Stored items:
- - - - - - -

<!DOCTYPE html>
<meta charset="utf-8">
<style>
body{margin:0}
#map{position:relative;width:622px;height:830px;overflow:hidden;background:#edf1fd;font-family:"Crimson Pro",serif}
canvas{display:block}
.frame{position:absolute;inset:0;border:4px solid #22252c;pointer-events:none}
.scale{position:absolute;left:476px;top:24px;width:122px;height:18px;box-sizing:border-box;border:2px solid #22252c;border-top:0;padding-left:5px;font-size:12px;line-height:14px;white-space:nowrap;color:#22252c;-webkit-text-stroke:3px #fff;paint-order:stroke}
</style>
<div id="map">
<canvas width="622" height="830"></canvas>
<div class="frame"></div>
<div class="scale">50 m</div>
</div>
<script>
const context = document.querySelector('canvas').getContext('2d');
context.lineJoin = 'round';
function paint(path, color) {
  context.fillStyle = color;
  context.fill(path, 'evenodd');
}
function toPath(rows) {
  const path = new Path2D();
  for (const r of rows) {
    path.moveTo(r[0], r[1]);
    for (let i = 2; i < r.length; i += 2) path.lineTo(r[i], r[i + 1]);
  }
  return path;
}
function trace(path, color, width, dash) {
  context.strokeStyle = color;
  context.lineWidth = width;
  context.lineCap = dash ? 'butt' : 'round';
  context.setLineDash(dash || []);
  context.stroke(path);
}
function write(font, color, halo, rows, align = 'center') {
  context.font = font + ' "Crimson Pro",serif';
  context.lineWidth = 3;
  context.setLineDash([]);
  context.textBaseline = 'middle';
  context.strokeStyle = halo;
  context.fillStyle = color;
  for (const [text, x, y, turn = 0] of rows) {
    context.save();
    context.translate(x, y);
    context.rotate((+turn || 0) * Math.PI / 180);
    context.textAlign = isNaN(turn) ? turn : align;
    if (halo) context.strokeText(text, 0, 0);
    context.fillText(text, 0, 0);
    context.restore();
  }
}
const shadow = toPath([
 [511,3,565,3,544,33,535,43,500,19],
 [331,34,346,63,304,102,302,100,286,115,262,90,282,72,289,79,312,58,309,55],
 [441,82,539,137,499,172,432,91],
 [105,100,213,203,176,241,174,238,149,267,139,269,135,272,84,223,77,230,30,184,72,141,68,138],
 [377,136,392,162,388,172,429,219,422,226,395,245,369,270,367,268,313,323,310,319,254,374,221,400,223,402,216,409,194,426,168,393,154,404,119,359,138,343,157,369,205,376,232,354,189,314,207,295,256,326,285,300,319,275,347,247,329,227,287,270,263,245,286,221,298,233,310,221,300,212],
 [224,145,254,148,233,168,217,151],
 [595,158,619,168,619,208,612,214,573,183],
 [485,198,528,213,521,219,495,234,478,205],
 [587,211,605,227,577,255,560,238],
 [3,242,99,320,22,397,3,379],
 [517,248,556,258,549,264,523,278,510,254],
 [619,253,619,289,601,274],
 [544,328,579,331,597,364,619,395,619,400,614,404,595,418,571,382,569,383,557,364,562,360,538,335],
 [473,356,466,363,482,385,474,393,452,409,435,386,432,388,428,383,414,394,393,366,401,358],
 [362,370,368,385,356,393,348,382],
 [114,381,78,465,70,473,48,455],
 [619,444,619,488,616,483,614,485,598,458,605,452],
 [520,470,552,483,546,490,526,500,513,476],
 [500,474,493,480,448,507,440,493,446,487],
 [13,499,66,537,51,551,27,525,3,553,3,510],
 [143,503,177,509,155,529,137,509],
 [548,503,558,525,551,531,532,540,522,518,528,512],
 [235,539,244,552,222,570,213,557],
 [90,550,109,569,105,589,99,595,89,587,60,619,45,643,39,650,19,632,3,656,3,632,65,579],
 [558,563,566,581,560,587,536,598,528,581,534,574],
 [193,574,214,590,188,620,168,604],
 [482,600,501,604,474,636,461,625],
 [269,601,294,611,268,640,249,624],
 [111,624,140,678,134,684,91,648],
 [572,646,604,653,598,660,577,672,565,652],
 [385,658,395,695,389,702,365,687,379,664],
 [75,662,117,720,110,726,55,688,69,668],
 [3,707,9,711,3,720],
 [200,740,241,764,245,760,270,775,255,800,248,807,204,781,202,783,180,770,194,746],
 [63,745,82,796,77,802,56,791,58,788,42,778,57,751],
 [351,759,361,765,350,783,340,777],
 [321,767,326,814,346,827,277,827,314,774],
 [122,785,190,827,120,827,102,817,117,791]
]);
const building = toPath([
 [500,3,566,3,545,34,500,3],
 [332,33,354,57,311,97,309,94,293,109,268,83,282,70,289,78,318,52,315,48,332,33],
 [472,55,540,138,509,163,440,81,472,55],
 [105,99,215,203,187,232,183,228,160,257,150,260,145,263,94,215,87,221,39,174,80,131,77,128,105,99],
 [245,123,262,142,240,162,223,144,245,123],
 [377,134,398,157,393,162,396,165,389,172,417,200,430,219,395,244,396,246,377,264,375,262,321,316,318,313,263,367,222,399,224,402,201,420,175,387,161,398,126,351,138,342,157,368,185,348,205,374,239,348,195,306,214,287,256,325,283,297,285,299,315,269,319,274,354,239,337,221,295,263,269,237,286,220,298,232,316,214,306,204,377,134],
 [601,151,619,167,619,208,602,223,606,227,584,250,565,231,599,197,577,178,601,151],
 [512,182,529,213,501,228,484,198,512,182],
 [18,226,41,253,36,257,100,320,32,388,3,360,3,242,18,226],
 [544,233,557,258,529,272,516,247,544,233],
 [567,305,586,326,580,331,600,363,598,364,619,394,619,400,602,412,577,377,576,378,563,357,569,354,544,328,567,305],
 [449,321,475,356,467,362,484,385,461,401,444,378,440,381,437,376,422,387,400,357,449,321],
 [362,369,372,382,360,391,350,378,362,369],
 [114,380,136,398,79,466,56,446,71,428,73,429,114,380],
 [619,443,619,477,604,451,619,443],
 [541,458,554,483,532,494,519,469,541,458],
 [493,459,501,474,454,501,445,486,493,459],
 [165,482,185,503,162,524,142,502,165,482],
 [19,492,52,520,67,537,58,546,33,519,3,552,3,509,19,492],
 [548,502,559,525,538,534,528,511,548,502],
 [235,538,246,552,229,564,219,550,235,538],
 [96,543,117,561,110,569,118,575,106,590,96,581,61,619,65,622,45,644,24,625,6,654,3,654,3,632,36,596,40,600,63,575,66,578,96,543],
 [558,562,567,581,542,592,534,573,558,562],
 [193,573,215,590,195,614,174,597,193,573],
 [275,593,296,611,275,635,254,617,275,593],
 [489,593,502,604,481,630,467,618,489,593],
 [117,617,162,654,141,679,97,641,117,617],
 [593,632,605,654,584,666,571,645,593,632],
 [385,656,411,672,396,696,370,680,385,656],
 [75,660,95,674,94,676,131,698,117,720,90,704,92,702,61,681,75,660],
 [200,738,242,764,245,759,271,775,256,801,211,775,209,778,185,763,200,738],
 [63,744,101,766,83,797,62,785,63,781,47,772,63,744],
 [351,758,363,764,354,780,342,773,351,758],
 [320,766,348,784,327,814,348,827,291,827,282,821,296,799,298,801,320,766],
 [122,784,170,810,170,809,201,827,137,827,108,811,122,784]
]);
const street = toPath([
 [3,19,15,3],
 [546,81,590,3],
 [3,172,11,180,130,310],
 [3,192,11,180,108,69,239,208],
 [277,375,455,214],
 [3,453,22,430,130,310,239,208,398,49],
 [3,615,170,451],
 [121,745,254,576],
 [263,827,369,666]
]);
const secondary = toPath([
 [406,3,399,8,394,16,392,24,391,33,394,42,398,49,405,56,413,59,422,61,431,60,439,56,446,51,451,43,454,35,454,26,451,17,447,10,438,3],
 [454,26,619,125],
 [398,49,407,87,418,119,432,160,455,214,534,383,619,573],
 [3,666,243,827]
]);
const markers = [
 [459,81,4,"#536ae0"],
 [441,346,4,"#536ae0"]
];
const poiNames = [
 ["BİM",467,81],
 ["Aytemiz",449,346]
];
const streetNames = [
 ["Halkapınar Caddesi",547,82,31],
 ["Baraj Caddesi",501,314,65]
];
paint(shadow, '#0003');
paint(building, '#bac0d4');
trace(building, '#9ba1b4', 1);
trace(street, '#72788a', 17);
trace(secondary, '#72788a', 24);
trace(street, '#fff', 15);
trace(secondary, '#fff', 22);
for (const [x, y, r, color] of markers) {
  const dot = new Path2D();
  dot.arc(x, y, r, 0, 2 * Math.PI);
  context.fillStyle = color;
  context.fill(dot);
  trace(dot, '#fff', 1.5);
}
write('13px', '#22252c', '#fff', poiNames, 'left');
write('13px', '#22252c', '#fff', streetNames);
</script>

- - - - - - -

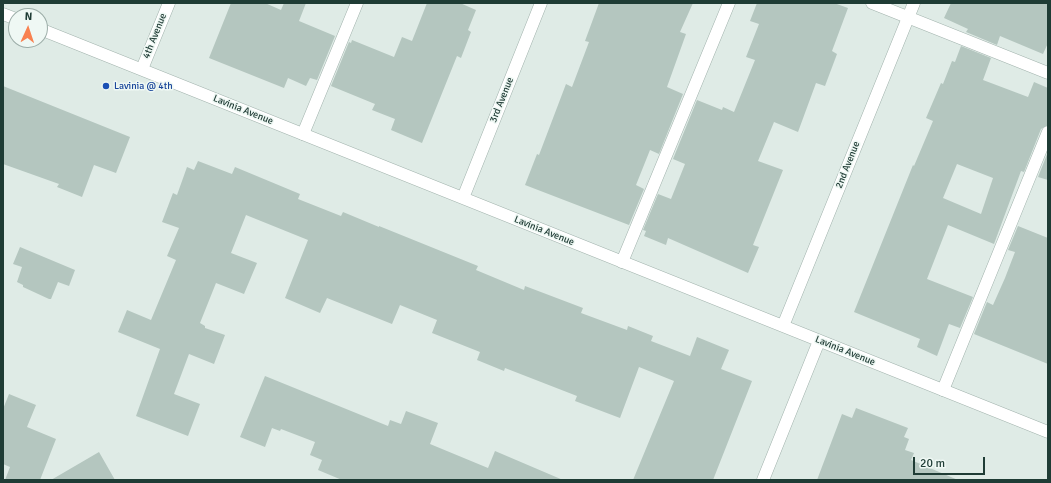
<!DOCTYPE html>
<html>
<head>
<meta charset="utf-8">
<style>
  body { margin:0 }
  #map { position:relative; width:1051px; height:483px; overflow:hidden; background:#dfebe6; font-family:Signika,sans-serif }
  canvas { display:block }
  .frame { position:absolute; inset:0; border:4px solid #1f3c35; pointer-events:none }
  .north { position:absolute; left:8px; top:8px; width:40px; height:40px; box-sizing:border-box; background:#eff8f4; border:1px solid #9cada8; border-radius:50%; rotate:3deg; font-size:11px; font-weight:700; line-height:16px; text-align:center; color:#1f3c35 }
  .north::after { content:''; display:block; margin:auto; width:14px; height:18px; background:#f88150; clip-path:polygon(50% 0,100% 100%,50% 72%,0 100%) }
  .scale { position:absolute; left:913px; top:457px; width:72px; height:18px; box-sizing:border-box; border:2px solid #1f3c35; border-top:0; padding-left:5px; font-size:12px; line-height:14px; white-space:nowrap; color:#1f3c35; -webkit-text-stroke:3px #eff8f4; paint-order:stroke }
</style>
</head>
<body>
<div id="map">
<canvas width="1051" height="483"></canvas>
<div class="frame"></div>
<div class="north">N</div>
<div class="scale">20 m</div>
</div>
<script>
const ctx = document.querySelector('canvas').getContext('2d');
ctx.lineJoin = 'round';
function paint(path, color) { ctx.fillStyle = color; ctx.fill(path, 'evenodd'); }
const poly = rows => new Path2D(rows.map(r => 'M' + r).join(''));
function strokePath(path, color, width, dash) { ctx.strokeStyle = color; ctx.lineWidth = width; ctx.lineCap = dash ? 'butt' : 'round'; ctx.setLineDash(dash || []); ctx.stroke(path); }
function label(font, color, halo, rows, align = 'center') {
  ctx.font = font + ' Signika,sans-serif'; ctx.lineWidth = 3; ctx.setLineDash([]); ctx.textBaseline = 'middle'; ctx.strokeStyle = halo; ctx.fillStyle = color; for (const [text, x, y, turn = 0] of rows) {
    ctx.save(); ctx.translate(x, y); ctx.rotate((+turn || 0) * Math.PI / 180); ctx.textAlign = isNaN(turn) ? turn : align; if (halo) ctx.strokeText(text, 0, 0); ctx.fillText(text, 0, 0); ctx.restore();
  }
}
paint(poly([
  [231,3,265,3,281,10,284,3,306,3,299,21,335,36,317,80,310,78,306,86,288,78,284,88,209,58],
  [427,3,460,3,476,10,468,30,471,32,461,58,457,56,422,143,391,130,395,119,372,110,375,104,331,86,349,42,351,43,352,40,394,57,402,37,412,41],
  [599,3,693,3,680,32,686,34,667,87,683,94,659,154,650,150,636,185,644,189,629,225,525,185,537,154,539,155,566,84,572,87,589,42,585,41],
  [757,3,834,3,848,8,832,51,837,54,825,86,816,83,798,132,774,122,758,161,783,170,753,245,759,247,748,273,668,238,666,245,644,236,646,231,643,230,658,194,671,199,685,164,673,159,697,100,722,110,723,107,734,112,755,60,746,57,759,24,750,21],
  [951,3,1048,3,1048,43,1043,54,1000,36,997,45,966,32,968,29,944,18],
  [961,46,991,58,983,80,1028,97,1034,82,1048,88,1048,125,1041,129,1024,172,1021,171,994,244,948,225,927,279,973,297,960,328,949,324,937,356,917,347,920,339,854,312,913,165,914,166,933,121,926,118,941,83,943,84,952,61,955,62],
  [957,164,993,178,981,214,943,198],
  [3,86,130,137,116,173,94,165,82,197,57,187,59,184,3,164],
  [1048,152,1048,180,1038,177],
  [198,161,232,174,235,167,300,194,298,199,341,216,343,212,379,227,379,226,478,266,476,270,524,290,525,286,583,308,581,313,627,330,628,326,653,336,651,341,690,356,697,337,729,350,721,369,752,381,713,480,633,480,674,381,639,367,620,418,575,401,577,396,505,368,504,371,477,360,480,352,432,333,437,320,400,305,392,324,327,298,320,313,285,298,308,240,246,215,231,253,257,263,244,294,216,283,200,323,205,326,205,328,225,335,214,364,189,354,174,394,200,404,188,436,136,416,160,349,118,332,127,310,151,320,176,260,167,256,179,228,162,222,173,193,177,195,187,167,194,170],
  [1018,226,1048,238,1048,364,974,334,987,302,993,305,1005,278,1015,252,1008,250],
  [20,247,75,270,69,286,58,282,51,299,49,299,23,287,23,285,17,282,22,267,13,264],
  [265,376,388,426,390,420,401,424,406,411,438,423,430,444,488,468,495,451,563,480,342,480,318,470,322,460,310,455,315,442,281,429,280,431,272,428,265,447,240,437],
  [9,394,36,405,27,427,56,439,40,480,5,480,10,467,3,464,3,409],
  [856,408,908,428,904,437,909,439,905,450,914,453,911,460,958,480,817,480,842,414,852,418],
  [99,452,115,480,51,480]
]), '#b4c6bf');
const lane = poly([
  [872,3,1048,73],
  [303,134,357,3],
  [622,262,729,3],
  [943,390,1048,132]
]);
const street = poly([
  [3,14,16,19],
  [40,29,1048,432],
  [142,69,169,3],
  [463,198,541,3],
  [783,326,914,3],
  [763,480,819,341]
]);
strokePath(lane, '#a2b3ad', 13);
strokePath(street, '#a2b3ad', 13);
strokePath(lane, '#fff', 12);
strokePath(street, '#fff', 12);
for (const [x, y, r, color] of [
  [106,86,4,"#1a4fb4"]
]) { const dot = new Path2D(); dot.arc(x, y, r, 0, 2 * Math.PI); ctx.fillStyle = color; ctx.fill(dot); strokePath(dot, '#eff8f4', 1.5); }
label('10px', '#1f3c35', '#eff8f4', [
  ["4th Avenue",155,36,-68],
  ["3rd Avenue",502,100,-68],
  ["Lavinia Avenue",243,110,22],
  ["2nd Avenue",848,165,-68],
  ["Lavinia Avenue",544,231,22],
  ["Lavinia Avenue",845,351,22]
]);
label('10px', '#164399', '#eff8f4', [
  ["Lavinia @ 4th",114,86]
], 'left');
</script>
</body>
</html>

- - - - - - -

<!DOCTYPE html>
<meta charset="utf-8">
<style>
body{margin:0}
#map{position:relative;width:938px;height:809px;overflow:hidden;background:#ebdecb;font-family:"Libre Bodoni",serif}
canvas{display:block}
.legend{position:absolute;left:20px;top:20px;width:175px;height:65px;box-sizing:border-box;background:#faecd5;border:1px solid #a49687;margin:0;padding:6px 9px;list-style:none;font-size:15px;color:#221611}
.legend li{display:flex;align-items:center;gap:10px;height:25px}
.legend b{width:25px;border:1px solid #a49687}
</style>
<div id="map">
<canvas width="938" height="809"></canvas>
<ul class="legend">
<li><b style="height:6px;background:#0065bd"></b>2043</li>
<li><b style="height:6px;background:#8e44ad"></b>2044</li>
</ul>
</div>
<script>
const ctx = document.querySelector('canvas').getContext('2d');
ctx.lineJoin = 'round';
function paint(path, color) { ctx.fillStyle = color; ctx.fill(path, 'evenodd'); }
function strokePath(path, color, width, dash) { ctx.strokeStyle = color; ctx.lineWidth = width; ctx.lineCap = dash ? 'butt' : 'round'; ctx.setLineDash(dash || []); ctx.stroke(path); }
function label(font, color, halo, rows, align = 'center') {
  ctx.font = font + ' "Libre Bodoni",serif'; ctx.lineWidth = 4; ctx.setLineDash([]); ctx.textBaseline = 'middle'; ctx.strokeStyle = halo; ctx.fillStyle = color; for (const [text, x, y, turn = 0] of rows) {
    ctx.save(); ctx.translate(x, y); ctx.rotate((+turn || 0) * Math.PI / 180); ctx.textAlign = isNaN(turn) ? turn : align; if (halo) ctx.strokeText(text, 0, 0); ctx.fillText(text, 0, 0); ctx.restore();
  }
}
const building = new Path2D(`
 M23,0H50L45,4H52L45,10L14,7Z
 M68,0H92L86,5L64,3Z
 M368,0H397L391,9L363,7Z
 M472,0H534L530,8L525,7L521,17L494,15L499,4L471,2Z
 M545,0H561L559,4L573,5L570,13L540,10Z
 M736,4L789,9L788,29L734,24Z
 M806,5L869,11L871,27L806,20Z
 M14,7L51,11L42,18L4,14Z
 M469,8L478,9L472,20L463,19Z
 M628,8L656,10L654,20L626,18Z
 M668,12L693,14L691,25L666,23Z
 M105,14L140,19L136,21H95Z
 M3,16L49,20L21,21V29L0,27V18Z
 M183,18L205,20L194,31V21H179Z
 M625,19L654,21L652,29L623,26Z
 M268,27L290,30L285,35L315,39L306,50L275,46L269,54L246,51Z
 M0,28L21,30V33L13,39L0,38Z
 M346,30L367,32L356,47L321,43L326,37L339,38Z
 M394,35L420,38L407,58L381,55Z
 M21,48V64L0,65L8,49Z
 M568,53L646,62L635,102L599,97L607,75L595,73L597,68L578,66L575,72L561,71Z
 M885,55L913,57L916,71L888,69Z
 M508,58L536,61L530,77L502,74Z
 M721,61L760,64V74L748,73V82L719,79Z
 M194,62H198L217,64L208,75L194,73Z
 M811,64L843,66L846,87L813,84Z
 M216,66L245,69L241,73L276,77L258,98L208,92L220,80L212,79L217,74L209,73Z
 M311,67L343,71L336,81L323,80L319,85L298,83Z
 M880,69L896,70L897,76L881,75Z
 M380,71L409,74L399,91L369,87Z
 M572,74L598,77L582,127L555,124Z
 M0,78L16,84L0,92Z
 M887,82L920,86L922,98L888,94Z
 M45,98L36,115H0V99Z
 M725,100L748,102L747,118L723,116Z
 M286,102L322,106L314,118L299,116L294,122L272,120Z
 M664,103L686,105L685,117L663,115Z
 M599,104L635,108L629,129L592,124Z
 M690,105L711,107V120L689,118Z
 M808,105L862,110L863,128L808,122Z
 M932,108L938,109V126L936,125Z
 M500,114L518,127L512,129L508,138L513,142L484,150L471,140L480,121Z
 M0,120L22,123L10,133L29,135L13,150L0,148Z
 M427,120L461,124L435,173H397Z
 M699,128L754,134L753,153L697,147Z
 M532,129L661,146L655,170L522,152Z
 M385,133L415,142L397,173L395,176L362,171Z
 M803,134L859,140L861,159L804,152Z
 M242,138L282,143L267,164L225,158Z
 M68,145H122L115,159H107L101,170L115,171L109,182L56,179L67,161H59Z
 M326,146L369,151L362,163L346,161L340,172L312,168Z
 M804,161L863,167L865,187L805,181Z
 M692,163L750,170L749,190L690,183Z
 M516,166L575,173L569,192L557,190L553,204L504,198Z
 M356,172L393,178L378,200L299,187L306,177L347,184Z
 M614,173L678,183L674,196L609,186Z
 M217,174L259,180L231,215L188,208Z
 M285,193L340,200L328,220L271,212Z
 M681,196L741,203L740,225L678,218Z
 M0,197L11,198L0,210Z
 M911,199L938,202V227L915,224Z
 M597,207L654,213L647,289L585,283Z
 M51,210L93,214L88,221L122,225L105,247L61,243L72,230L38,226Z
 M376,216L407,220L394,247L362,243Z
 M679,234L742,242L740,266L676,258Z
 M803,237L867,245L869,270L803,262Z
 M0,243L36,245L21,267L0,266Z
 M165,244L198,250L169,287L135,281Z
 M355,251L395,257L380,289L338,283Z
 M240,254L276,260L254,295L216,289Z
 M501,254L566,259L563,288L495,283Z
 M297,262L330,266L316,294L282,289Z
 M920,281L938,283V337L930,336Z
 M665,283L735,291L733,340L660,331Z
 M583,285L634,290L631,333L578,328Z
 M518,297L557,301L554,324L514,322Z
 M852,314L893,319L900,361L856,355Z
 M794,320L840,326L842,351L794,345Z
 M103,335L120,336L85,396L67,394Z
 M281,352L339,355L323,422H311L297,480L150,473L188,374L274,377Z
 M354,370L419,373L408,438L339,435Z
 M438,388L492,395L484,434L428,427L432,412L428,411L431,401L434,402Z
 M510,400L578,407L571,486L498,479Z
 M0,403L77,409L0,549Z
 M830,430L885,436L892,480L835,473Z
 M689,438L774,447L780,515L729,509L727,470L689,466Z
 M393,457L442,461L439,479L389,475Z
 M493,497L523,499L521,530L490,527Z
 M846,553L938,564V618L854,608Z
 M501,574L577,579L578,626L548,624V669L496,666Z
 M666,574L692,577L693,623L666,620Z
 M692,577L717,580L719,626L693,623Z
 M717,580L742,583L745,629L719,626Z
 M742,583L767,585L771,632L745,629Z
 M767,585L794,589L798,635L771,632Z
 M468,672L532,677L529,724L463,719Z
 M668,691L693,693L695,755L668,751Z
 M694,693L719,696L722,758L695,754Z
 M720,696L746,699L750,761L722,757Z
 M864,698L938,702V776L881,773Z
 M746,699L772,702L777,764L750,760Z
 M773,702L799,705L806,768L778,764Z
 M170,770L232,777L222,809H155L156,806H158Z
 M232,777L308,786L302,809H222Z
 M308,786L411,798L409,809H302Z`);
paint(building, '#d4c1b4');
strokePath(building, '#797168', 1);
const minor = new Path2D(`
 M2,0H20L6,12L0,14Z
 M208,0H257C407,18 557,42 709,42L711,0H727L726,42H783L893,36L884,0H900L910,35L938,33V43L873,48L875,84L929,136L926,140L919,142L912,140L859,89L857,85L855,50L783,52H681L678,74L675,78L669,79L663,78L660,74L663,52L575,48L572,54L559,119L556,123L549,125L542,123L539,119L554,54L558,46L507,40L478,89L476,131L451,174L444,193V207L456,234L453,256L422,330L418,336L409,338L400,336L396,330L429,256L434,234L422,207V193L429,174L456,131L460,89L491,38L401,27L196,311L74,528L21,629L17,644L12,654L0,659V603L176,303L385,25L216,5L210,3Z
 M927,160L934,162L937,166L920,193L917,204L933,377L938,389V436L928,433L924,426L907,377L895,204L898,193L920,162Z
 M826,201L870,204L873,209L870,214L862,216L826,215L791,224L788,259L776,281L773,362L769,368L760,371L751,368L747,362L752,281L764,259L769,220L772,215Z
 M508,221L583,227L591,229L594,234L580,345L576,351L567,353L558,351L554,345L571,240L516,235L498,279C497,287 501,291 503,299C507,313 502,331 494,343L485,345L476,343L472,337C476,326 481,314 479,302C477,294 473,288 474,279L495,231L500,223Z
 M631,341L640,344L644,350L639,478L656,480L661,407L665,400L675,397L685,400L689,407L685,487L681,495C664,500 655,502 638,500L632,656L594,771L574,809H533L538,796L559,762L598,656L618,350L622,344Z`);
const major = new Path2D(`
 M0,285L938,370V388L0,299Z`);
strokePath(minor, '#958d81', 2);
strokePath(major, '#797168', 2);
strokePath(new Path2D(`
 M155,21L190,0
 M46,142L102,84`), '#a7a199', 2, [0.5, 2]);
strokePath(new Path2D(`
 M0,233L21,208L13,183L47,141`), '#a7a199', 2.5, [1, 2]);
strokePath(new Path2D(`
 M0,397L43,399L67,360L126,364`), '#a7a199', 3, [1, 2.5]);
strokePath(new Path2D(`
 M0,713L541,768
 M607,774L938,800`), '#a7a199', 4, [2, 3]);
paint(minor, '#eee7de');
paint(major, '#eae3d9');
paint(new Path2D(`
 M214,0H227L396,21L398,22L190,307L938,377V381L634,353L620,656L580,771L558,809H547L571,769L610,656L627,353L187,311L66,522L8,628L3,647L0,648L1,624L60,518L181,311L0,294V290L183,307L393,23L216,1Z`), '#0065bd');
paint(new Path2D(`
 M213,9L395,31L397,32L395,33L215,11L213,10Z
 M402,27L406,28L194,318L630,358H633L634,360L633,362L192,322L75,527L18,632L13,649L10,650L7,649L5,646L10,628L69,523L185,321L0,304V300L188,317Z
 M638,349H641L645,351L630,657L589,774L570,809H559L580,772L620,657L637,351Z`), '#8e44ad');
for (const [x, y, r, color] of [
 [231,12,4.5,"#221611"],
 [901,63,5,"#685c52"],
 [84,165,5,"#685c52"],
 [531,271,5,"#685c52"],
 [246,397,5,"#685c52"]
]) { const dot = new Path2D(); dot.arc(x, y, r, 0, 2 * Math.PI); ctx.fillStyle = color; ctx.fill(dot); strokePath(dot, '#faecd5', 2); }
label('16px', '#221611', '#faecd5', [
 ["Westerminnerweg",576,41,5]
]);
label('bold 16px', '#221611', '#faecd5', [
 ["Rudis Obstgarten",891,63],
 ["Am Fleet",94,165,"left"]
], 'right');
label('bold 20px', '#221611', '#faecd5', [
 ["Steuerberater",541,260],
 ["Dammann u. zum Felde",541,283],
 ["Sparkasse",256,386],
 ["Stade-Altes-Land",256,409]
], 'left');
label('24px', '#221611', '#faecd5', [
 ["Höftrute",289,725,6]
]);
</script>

- - - - - - -

◆ **WORK REQUIRED**
After locating the line with "M625,19L654,21L652,29L623,26Z" above, return that line and every later line through the one with "M501,254L566,259L563,288L495,283Z", word for word and with nothing else.

◆ **ANSWER TO THIS EXERCISE**
 M625,19L654,21L652,29L623,26Z
 M268,27L290,30L285,35L315,39L306,50L275,46L269,54L246,51Z
 M0,28L21,30V33L13,39L0,38Z
 M346,30L367,32L356,47L321,43L326,37L339,38Z
 M394,35L420,38L407,58L381,55Z
 M21,48V64L0,65L8,49Z
 M568,53L646,62L635,102L599,97L607,75L595,73L597,68L578,66L575,72L561,71Z
 M885,55L913,57L916,71L888,69Z
 M508,58L536,61L530,77L502,74Z
 M721,61L760,64V74L748,73V82L719,79Z
 M194,62H198L217,64L208,75L194,73Z
 M811,64L843,66L846,87L813,84Z
 M216,66L245,69L241,73L276,77L258,98L208,92L220,80L212,79L217,74L209,73Z
 M311,67L343,71L336,81L323,80L319,85L298,83Z
 M880,69L896,70L897,76L881,75Z
 M380,71L409,74L399,91L369,87Z
 M572,74L598,77L582,127L555,124Z
 M0,78L16,84L0,92Z
 M887,82L920,86L922,98L888,94Z
 M45,98L36,115H0V99Z
 M725,100L748,102L747,118L723,116Z
 M286,102L322,106L314,118L299,116L294,122L272,120Z
 M664,103L686,105L685,117L663,115Z
 M599,104L635,108L629,129L592,124Z
 M690,105L711,107V120L689,118Z
 M808,105L862,110L863,128L808,122Z
 M932,108L938,109V126L936,125Z
 M500,114L518,127L512,129L508,138L513,142L484,150L471,140L480,121Z
 M0,120L22,123L10,133L29,135L13,150L0,148Z
 M427,120L461,124L435,173H397Z
 M699,128L754,134L753,153L697,147Z
 M532,129L661,146L655,170L522,152Z
 M385,133L415,142L397,173L395,176L362,171Z
 M803,134L859,140L861,159L804,152Z
 M242,138L282,143L267,164L225,158Z
 M68,145H122L115,159H107L101,170L115,171L109,182L56,179L67,161H59Z
 M326,146L369,151L362,163L346,161L340,172L312,168Z
 M804,161L863,167L865,187L805,181Z
 M692,163L750,170L749,190L690,183Z
 M516,166L575,173L569,192L557,190L553,204L504,198Z
 M356,172L393,178L378,200L299,187L306,177L347,184Z
 M614,173L678,183L674,196L609,186Z
 M217,174L259,180L231,215L188,208Z
 M285,193L340,200L328,220L271,212Z
 M681,196L741,203L740,225L678,218Z
 M0,197L11,198L0,210Z
 M911,199L938,202V227L915,224Z
 M597,207L654,213L647,289L585,283Z
 M51,210L93,214L88,221L122,225L105,247L61,243L72,230L38,226Z
 M376,216L407,220L394,247L362,243Z
 M679,234L742,242L740,266L676,258Z
 M803,237L867,245L869,270L803,262Z
 M0,243L36,245L21,267L0,266Z
 M165,244L198,250L169,287L135,281Z
 M355,251L395,257L380,289L338,283Z
 M240,254L276,260L254,295L216,289Z
 M501,254L566,259L563,288L495,283Z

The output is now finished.